"Miroir" : Le reflet de la Cie Clair’Empreinte

Après une première à Avrillé, la Compagnie Clair’Empreinte rejoint Le Dôme de Saumur pour donner sa nouvelle création, Miroir. Un solo qui reflète le parti pris de la compagnie depuis quelques années : une danse sincère, sensible et poétique sur la relation à soi et les trajectoires de vie.


Des robes emblématiques aux couleurs chatoyantes, des valises chemins ou poupées russes, des tableaux suspendus ou portes ouvertes… Les éléments de ce nouveau Miroir ne nous sont pas inconnus. Il y a trois ans, Clarence Mugnier de la Cie Clair’Empreinte interrogeait la féminité, ses possibles voies et mouvements dans Couleurs Femme. Avec Miroir, on passe de l’autre côté de la glace pour entrer de plus belle dans l’intimité, toucher un peu plus la corde sensible, celle tapie en chacun de nous, celle qui ne se dévoile que lorsqu’on la frotte…





Couleurs Femme et Miroir : des similitudes, mais pas que…

Au-delà de ses compagnons de jeu que l’on retrouve dans les deux créations – valises, chaises ou cadres –, la danseuse a opéré des analogies qui parlent à tous ses admirateurs. La symbolique des vêtements, la liberté du mouvement, les formes graphiques des Objets Plastiques de François-Xavier Alexandre comme les divers niveaux de lecture ou la composition en sept tableaux sont autant de traits communs à Couleurs Femmes et Miroir. Mais la comparaison s’arrête ici. Sa nouvelle création Miroir, échafaudée avec la complicité de Maxim Kopistko, en appelle à d’autres ressorts et sentiments, bannit la chronologie et cherche à titiller l’instinct, la part primitive de chacun.





Miroir, une plongée dans l’âme…

Avec son corps comme instrument et la vidéo comme appui (signée Jérôme Paressant), Clarence Mugnier nous invite à partager son introspection, les relations qu’elle entretient avec son âme, les images qu’elle s’est créée en poursuivant sa route ou celles qu’elle a imaginée la construire. Ses mouvements dansés sont comme des confidences. Des révélations qui nous font entrevoir son monde intérieur, mais nous laissent néanmoins le choix de l’interprétation. Dans sa quête qui est un peu la nôtre, la subjectivité est toujours de mise. Chacun y reflète ses propres réflexions face à son passé, son présent et son futur.


… entre réalité et imaginaire

Tout au long des sept scènes présentées, on navigue entre réalisme et onirisme : Matérialité des vidéos, poétique des fresques produites, certes, mais un effet d’autant plus prononcé que l’on côtoie ici l’expression de l’intuition et de la part enfantine qui sommeille en chacun. Cette petite voix intérieure que l’on aimerait laisser parler plus souvent, Clarence Mugnier l’exploite sans pudeur. Elle danse, joue, improvise, avec un naturel et une sincérité qu’on lui envie bien des fois. Et derrière rôdent des vidéos répétitives, où la nature est prégnante et rencontre les gestes de la danseuse en écho aux cycles récurrents de la vie. Belles images de l’esprit ou mise en abyme du Miroir ?

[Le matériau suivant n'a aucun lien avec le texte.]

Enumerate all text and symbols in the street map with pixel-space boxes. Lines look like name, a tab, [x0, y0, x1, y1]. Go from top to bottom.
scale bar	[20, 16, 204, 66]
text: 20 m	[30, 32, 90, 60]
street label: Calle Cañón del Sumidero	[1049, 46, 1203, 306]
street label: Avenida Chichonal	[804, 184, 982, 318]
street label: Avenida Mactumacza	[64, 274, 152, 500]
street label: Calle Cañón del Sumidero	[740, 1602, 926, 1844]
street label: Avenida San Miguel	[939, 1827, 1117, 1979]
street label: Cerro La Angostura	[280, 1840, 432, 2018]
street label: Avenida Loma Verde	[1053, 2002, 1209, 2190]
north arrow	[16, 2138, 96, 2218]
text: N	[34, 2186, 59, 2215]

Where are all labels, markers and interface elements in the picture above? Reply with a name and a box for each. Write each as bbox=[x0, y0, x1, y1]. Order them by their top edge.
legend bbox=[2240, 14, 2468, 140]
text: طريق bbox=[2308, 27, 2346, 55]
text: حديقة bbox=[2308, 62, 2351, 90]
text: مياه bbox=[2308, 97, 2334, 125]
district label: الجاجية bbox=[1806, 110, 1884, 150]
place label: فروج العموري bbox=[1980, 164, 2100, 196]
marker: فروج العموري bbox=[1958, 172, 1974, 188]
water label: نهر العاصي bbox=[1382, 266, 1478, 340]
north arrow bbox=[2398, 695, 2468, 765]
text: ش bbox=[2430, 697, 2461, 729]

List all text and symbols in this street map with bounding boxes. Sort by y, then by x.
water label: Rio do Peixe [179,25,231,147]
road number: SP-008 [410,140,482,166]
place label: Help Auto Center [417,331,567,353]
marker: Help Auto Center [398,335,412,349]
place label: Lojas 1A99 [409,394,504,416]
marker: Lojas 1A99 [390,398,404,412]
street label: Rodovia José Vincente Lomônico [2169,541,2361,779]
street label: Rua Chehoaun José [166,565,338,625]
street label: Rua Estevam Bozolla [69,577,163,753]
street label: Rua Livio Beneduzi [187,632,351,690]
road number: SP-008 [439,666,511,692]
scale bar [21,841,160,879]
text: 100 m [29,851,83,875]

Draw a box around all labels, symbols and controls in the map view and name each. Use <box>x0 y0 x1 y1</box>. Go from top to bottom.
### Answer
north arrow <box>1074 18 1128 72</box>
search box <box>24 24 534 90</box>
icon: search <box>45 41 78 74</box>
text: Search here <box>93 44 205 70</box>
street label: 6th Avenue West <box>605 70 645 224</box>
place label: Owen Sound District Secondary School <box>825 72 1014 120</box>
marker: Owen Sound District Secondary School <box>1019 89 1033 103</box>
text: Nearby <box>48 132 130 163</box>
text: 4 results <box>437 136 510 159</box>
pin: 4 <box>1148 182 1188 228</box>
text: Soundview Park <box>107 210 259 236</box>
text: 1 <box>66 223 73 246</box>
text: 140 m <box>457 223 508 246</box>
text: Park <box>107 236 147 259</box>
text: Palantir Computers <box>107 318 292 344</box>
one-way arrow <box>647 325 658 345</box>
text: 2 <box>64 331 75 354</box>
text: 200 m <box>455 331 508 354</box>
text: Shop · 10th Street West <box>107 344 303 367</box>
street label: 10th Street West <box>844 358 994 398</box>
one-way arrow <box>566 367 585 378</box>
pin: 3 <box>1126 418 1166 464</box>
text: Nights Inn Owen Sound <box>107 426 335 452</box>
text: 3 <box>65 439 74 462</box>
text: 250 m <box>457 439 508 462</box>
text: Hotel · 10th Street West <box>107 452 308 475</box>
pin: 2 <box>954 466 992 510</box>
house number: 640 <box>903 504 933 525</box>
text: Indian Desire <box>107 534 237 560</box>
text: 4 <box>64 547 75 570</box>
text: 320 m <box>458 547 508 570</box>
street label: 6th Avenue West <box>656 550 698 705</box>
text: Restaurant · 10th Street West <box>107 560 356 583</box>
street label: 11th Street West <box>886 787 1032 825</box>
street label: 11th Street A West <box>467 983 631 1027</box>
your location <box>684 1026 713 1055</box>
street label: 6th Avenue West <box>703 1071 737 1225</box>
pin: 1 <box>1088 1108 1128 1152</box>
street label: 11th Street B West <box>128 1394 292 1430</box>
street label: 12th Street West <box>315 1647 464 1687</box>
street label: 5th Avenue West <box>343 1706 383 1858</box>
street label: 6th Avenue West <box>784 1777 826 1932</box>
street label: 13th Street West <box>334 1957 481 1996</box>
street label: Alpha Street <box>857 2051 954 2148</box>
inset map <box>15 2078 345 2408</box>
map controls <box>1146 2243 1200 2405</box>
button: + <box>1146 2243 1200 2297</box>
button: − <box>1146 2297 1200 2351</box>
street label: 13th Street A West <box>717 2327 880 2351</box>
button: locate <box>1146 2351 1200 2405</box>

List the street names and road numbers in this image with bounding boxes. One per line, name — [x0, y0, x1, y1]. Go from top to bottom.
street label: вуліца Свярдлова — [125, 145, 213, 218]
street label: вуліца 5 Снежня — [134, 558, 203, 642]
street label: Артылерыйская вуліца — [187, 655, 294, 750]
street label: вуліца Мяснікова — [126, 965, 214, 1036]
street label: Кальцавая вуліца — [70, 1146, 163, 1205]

Une pièce, sept tableaux thématiques

Au départ, il n’y a rien. Puis elle entre, valises en mains, vêtue d’une robe bleue. La gestuelle débute autour de ses malles, allées de la vie, dans un dialogue constant avec la musique de Jean-Claude Camors, essais fantasques et bigarrés. Trois écrans s’abaissent, laissant une porte s’ouvrir sur Clarence cette fois affublée d’une ample robe de mariée. Des photographies d’elle se posent en regard et l’on comprend sa gaieté autant que sa fragilité. Ici, tout est élan, suspension, lenteur et douceur, dans un jeu ininterrompu avec sa chevelure. Jeu qui réapparait à de multiples reprises, comme un questionnement identitaire, un refus de confrontation avec sa propre image ou une simple mise à distance de ce qu’elle voit ou renvoie.





De la petite fille…

Puis la petite fille fait sa place, dans un cadre avec le visage juvénile de la danseuse, ainsi que sur la scène où Clarence s’introduit avec légèreté en couettes, robe rouge et manteau vert. Elle rejoue ses jeunes années, se confronte à cet égo espiègle, tandis que ses aïeux défilent en photo-projections. Arrières grands-parents, grands-parents, parents témoignent de l’histoire de l’artiste et font écho à son physique actuel. L’émotion affleure, l’enfant intérieur et l’enfant d’avant conversent, avant que l’on pénètre plus profondément dans son inconscient.


… au retour aux instincts

Des yeux s’ouvrent de part et d’autre de la scène, les valises aussi. Telles des pensées enfermées puis relâchées, les valises libèrent les esprits et l’instinct prend le dessus. Appuyée par les onomatopées musicales, Clarence revient aux sources, rattrape son animalité et hisse des mouvements sauvages. Elle a changé de peau, revêtu son poil noir et retrouvé sa force primitive. Petit à petit, l’air devient musique électronique qui la pousse dans des rotations frénétiques, pulsions incontrôlées mais bien maîtrisées.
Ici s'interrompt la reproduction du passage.